Ross Clark Ross Clark

The reason Kamala Harris lost

Kamala Harris's campaign put too much focus on abortion rights (Getty)

Whatever you think of Donald Trump, watching the mood change in the BBC’s election studio has been delicious. It was like a New Orleans funeral in reverse – a carnival turning a corner and transforming into a wake. This was supposed to be a historic night. But then it wasn’t just the BBC. The liberal media have been at it for days. There was supposed to be a last-minute surge in support for Kamala Harris, driven by record turnout of women coming out to fight for their rights.

The idea that American voters would be steered by anything other than their own personal economic circumstances was foolish

This was pure hubris. To think that the US election was going to turn on the touchstone liberal issue of abortion (sorry, ‘reproductive rights’) was nothing more than wishful thinking on the part of the many commentators and academics wheeled out to make that point. Listening to them, you would never think that a third of US women consider themselves to be pro-life, or that only 42 per cent of them believe in abortion on demand in all circumstances.

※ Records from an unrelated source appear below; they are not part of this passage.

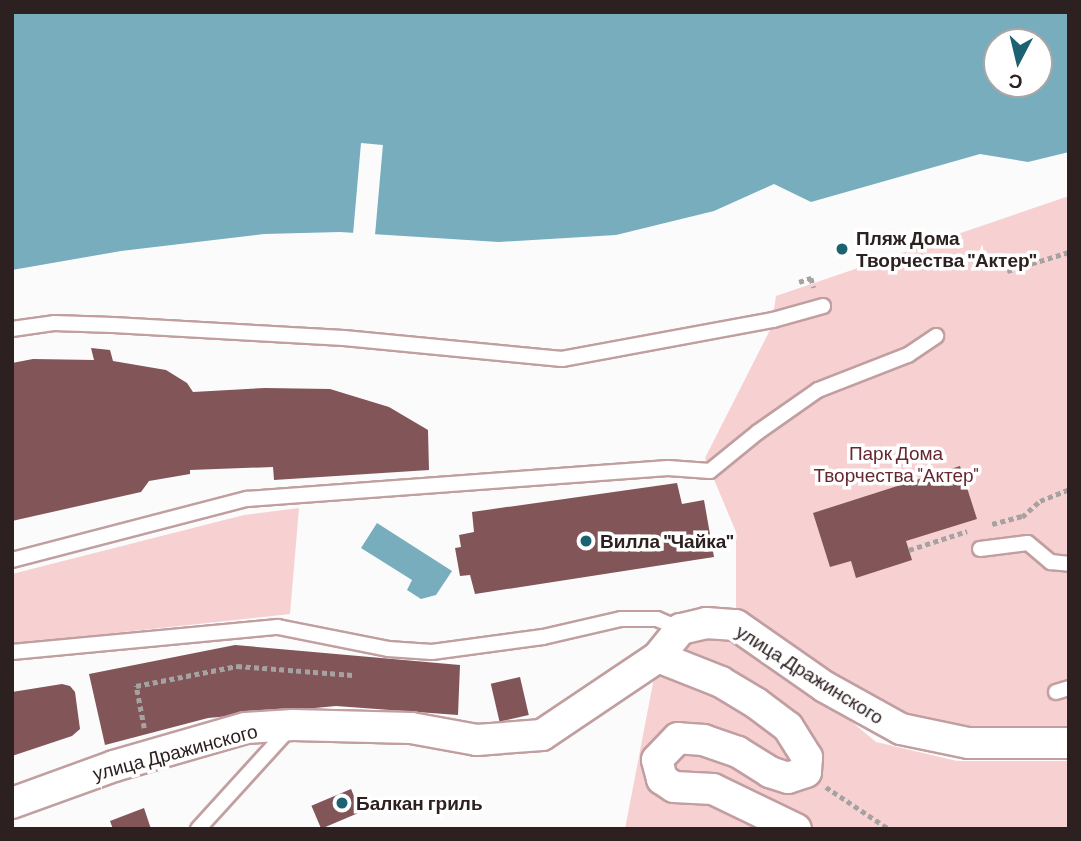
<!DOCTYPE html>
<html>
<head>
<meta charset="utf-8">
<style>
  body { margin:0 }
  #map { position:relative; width:1081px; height:841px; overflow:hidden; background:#fbfbfb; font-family:Barlow,sans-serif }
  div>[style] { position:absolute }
  .green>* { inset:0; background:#f7d0d2 }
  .water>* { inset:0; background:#77adbd }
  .pier>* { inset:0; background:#fbfbfb; transform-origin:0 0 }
  .building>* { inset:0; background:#825558; transform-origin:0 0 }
  .path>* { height:4.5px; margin-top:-2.25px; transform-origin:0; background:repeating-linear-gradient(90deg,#a7a2a2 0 5px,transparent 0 8.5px) }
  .roads { filter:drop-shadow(2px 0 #c19fa1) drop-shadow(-2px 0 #c19fa1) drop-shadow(0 2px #c19fa1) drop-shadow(0 -2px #c19fa1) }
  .lane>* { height:14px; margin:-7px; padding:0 7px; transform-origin:7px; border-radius:7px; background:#fff }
  .street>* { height:30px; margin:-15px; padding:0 15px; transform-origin:15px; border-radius:15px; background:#fff }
  .dots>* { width:19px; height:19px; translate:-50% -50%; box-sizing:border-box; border:4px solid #fff; border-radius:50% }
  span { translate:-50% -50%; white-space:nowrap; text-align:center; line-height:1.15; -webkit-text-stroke:7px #fff; paint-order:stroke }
  .poi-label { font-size:19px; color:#2d2021; font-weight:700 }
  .left { translate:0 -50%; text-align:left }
  .park-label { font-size:19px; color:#672730 }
  .street-label { font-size:19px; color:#2d2021 }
  .frame { position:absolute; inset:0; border:14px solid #2d2021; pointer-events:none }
  .north { position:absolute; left:983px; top:28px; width:70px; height:70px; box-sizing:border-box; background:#fff; border:2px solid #aba6a6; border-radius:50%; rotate:187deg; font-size:19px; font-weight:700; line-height:28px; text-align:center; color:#2d2021 }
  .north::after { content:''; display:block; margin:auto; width:24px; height:32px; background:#1d6273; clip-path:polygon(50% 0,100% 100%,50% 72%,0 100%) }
</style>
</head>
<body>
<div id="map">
  <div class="green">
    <div style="clip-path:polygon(1069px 196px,1069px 737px,991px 736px,906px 719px,740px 628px,876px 742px,957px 761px,1069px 761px,1069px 829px,625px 829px,658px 657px,681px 629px,736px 625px,736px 532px,705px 458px,771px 328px,776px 296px)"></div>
    <div style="clip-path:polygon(299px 508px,290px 614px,12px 644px,12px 574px,244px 515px)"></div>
  </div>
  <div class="water">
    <div style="clip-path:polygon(evenodd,12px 12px,1069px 12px,1069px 152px,1028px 162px,980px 154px,811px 202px,774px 184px,714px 211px,616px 235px,499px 242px,340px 232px,264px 234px,121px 251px,12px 270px,12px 12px,997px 42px,1039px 42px,1039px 84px,997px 84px,997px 42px)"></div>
    <div style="clip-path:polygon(377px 523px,452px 571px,436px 595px,421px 599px,407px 590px,412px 580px,361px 548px)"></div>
  </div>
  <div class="pier">
    <div style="left:361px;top:143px;width:22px;height:93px;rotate:5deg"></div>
  </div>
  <div class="building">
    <div style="clip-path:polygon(91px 348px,110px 350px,113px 361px,166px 370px,187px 383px,193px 392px,265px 388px,330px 389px,389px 407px,428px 430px,429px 470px,274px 480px,273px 467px,190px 470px,190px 474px,149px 481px,141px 492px,12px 521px,12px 363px,33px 359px,94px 360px)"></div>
    <div style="clip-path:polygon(960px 466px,977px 519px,906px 541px,912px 560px,856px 578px,851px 561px,830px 567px,813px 513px)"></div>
    <div style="clip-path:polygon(677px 483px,682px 504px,704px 500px,714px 557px,475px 594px,470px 575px,460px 576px,455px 548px,461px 547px,459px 535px,474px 532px,472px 512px)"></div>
    <div style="clip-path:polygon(235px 645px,460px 665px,458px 715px,336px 706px,208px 718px,105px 745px,89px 674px)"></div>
    <div style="left:520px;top:677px;width:39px;height:30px;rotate:77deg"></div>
    <div style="clip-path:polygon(62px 684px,70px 686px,75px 692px,80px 729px,72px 736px,12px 756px,12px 692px)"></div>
    <div style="left:351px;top:789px;width:25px;height:43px;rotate:67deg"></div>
    <div style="clip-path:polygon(144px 808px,151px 829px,113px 829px,110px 821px)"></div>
  </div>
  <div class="path">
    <div style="left:1007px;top:271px;width:65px;rotate:-17deg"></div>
    <div style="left:799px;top:282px;width:13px;rotate:-18deg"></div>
    <div style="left:811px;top:278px;width:10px;rotate:73deg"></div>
    <div style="left:1022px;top:517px;width:24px;rotate:-42deg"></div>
    <div style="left:1040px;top:501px;width:31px;rotate:-22deg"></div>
    <div style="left:992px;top:524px;width:31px;rotate:-15deg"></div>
    <div style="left:909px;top:550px;width:61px;rotate:-18.1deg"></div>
    <div style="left:144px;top:728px;width:43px;rotate:-100.8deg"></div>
    <div style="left:136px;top:686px;width:103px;rotate:-11.2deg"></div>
    <div style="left:237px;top:666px;width:116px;rotate:4.4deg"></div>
    <div style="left:826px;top:787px;width:76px;rotate:33.7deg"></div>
  </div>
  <div class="roads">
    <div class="lane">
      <div style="left:12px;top:329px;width:42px;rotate:-8.1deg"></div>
      <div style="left:54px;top:323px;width:59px;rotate:1.9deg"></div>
      <div style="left:113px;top:325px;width:231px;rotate:3.2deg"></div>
      <div style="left:344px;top:338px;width:219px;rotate:5.5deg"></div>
      <div style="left:562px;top:359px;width:215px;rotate:-10.5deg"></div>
      <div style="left:773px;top:320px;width:52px;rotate:-15.6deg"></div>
      <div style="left:980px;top:549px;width:48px;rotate:-7.1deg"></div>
      <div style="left:1028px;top:543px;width:30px;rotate:40deg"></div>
      <div style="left:1051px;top:562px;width:18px;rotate:6deg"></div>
      <div style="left:12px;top:560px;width:243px;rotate:-14.6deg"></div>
      <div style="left:247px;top:499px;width:422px;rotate:-4.2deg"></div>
      <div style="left:668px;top:468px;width:42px;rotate:4.1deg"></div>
      <div style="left:710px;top:471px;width:62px;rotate:-39.1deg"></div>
      <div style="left:758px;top:432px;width:73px;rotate:-35deg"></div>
      <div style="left:818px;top:390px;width:97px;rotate:-21.3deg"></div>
      <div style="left:908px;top:355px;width:34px;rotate:-34deg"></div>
      <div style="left:12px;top:652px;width:267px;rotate:-5.4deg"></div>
      <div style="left:278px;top:627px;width:112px;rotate:11.3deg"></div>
      <div style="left:388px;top:649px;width:44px;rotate:3.9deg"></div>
      <div style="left:432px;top:652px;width:112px;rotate:-7.7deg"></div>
      <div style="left:543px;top:637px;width:80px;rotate:-13deg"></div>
      <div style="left:621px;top:619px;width:36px"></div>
      <div style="left:657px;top:619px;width:26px;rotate:23deg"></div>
      <div style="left:1056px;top:692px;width:14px;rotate:-17deg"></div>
      <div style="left:198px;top:829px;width:137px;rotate:-47.7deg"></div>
    </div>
    <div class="street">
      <div style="left:658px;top:657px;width:68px;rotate:21.6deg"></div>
      <div style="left:721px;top:682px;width:41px;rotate:31deg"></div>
      <div style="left:756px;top:703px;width:40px;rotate:37deg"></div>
      <div style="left:788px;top:727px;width:36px;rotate:58deg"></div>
      <div style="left:807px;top:757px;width:15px;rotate:94deg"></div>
      <div style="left:806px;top:772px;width:19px;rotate:162deg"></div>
      <div style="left:788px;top:778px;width:19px;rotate:-162deg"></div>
      <div style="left:770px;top:772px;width:38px;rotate:-148deg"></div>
      <div style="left:738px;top:752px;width:36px;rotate:-161deg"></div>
      <div style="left:704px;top:740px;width:26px;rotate:-176deg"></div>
      <div style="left:678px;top:738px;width:30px;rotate:134deg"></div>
      <div style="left:657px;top:760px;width:20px;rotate:75deg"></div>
      <div style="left:662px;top:779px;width:14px;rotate:34deg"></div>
      <div style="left:674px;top:787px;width:39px;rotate:3deg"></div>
      <div style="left:713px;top:789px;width:92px;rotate:25.7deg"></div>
      <div style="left:12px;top:803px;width:109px;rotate:-19.9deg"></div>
      <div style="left:114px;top:766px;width:137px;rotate:-16.1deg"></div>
      <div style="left:246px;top:728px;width:47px;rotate:-3.7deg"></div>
      <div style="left:293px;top:725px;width:118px;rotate:1.5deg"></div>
      <div style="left:411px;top:728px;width:67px;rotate:10.3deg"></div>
      <div style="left:477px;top:740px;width:65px;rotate:-4.4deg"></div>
      <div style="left:542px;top:735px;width:140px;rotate:-33.9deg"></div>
      <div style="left:658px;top:657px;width:36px;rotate:-51deg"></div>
      <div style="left:681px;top:629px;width:26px;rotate:-13deg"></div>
      <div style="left:706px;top:623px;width:30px;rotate:4deg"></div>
      <div style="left:736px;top:625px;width:108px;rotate:34.9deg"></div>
      <div style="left:825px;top:687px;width:87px;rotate:28.9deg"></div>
      <div style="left:901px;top:729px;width:68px;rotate:11.8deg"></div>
      <div style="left:968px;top:743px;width:101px"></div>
    </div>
  </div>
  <div class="dots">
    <div style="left:842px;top:249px;background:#1d6273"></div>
    <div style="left:586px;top:541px;background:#1d6273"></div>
    <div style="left:342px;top:803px;background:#1d6273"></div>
  </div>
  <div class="poi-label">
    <span class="left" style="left:856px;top:249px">Пляж Дома<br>Творчества "Актер"</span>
    <span class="left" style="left:600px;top:541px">Вилла "Чайка"</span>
    <span class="left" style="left:356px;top:803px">Балкан гриль</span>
  </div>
  <div class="park-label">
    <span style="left:896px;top:464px">Парк Дома<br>Творчества "Актер"</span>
  </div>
  <div class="street-label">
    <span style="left:810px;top:674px;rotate:32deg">улица Дражинского</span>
    <span style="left:175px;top:752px;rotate:-15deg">улица Дражинского</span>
  </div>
  <div class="frame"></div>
  <div class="north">С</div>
</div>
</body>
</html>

Yet Kamala Harris’s campaign worked on the presumption that abortion was pretty much the most important, unifying issue for all decent Americans; the cancellation of Roe v. Wade a national calamity. Actually, Donald Trump is not trying to ban abortion anyway – only to devolve the issue to individual states.

It will be sobering for Democrats to remember that it was one of their campaigns (that of Bill Clinton in 1992) which came up with the slogan ‘It’s the economy, stupid’. The idea that American voters would be steered by anything other than their own personal economic circumstances was foolish. The US is not in recession and has, in fact, recovered more strongly than Britain or the Eurozone since the pandemic. Yet that has not protected Americans from the beast of inflation – an issue which helped win the 1980 election for Ronald Reagan after he called it ‘as deadly as a sniper’. Yet again, the liberal-left has underestimated the size and feeling of America’s working class. If you are a low-income worker, illegal immigration is a very, very big issue. It helps undercut your wages and undermines your livelihood. You are going to punish any administration which has shown weakness on this issue.

Joe Biden didn’t win four years ago because Americans suddenly decided that they shared the liberal values of the Democratic elite. On that occasion, too, the US public were punishing an administration which they felt had injured their personal finances – thanks to the economic collapse which accompanied Covid. In 2024, it is a case of ‘come back Trump, all has been forgiven’ – or at least he is now trusted to make a better fist of handling the economy and controlling migration than is Biden’s vice president.

Are there some voters who are appalled by Trump’s offensive manner? Of course. If he could stop himself insulting everyone who crosses his path, he might be enjoying a more emphatic victory. Did Kamala Harris win over any voters through her stances on liberal issues? Of course. But the real America is a different place than the imagined America of the liberal-left. That was obvious in 2016, yet it was quickly and sadly forgotten by Democrats.